Content starts

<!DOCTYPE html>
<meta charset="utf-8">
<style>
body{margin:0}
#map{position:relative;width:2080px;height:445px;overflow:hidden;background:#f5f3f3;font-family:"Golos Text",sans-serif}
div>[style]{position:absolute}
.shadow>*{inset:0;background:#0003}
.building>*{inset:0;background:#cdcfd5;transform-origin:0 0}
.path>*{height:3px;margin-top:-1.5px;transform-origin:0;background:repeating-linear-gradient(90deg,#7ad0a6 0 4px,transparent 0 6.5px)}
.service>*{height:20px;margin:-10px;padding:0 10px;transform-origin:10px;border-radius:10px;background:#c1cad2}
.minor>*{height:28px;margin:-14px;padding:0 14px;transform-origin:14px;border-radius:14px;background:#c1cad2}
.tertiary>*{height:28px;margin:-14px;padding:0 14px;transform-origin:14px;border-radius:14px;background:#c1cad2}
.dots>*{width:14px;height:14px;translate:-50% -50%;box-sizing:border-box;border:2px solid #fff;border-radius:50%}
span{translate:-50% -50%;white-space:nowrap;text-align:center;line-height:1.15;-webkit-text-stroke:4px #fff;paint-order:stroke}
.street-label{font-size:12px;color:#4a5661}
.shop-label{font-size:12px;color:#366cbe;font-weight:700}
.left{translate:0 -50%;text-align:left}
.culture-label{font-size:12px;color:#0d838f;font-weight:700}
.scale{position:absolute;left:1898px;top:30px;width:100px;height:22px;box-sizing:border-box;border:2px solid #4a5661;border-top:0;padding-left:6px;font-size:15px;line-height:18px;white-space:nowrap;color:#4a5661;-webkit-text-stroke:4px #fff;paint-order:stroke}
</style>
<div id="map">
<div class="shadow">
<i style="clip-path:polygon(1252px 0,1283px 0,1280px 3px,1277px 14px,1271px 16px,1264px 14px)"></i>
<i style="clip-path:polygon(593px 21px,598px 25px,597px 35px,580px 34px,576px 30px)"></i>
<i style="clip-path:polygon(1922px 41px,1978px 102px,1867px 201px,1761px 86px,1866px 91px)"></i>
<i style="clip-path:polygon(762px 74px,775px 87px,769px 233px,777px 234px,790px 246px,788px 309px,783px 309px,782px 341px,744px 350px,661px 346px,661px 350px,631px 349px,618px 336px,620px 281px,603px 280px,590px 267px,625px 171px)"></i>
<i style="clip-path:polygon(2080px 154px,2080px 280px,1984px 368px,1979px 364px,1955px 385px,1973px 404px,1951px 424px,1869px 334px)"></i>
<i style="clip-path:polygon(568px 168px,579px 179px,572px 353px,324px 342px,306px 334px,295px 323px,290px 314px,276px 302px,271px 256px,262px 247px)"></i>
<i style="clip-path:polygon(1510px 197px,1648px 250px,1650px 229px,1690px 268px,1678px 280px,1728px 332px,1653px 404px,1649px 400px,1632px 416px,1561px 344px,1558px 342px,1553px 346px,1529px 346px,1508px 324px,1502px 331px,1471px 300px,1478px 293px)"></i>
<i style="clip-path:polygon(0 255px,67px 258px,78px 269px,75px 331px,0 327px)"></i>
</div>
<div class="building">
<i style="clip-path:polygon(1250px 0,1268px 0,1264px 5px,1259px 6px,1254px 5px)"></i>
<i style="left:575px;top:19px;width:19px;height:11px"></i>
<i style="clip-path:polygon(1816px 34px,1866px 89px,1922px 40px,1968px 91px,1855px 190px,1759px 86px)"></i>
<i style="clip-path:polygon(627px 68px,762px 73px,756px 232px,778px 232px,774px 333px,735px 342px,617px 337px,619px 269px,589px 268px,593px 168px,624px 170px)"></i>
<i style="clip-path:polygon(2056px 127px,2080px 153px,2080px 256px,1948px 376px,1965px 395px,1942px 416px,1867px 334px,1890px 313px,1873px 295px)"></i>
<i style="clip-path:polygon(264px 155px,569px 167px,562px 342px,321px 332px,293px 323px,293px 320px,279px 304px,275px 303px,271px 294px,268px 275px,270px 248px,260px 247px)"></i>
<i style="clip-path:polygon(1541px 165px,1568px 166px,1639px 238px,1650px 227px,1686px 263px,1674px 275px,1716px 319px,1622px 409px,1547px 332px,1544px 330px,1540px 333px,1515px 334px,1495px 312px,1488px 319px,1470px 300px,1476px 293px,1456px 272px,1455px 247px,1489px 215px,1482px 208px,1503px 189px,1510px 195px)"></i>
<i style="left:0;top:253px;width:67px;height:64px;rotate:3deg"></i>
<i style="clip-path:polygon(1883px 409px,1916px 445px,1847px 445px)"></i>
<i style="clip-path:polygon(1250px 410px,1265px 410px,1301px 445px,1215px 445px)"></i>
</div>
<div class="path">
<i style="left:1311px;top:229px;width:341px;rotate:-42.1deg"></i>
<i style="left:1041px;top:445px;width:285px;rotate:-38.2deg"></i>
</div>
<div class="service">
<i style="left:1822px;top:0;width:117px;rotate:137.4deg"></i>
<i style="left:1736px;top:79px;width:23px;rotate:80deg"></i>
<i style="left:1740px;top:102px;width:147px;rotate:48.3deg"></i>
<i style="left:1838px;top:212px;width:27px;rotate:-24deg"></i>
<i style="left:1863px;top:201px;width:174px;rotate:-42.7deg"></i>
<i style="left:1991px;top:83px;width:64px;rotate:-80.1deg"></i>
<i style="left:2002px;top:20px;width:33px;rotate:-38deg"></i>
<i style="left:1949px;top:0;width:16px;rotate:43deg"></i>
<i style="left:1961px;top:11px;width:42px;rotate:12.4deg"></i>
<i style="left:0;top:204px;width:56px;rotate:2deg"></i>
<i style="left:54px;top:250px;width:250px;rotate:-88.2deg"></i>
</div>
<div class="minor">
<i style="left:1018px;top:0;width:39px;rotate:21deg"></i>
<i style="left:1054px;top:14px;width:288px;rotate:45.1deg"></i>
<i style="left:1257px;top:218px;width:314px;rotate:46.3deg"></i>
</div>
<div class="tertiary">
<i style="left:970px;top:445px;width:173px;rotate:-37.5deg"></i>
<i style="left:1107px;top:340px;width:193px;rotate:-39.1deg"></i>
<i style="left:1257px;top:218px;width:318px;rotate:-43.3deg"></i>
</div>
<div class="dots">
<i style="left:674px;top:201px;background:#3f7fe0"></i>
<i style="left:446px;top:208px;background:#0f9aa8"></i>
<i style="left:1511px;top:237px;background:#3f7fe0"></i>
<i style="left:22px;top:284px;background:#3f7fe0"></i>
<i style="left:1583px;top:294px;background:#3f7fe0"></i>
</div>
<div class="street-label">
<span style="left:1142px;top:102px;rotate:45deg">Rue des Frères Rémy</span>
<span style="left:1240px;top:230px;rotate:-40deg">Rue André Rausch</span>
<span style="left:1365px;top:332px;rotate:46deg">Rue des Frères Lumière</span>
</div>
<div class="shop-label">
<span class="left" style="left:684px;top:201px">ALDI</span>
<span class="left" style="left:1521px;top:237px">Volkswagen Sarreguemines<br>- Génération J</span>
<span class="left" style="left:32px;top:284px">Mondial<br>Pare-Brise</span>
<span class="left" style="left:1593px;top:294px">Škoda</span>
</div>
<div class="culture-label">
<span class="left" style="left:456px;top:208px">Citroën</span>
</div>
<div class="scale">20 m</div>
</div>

Content ends

What the task asks: In the data above, find the line with "154px,2080px 280px,1984px 368px,1979px" and the line with "34px,1866px 89px,1922px 40px,1968px". Retype both, plus every line between them, exactly.

Final answer:
<i style="clip-path:polygon(2080px 154px,2080px 280px,1984px 368px,1979px 364px,1955px 385px,1973px 404px,1951px 424px,1869px 334px)"></i>
<i style="clip-path:polygon(568px 168px,579px 179px,572px 353px,324px 342px,306px 334px,295px 323px,290px 314px,276px 302px,271px 256px,262px 247px)"></i>
<i style="clip-path:polygon(1510px 197px,1648px 250px,1650px 229px,1690px 268px,1678px 280px,1728px 332px,1653px 404px,1649px 400px,1632px 416px,1561px 344px,1558px 342px,1553px 346px,1529px 346px,1508px 324px,1502px 331px,1471px 300px,1478px 293px)"></i>
<i style="clip-path:polygon(0 255px,67px 258px,78px 269px,75px 331px,0 327px)"></i>
</div>
<div class="building">
<i style="clip-path:polygon(1250px 0,1268px 0,1264px 5px,1259px 6px,1254px 5px)"></i>
<i style="left:575px;top:19px;width:19px;height:11px"></i>
<i style="clip-path:polygon(1816px 34px,1866px 89px,1922px 40px,1968px 91px,1855px 190px,1759px 86px)"></i>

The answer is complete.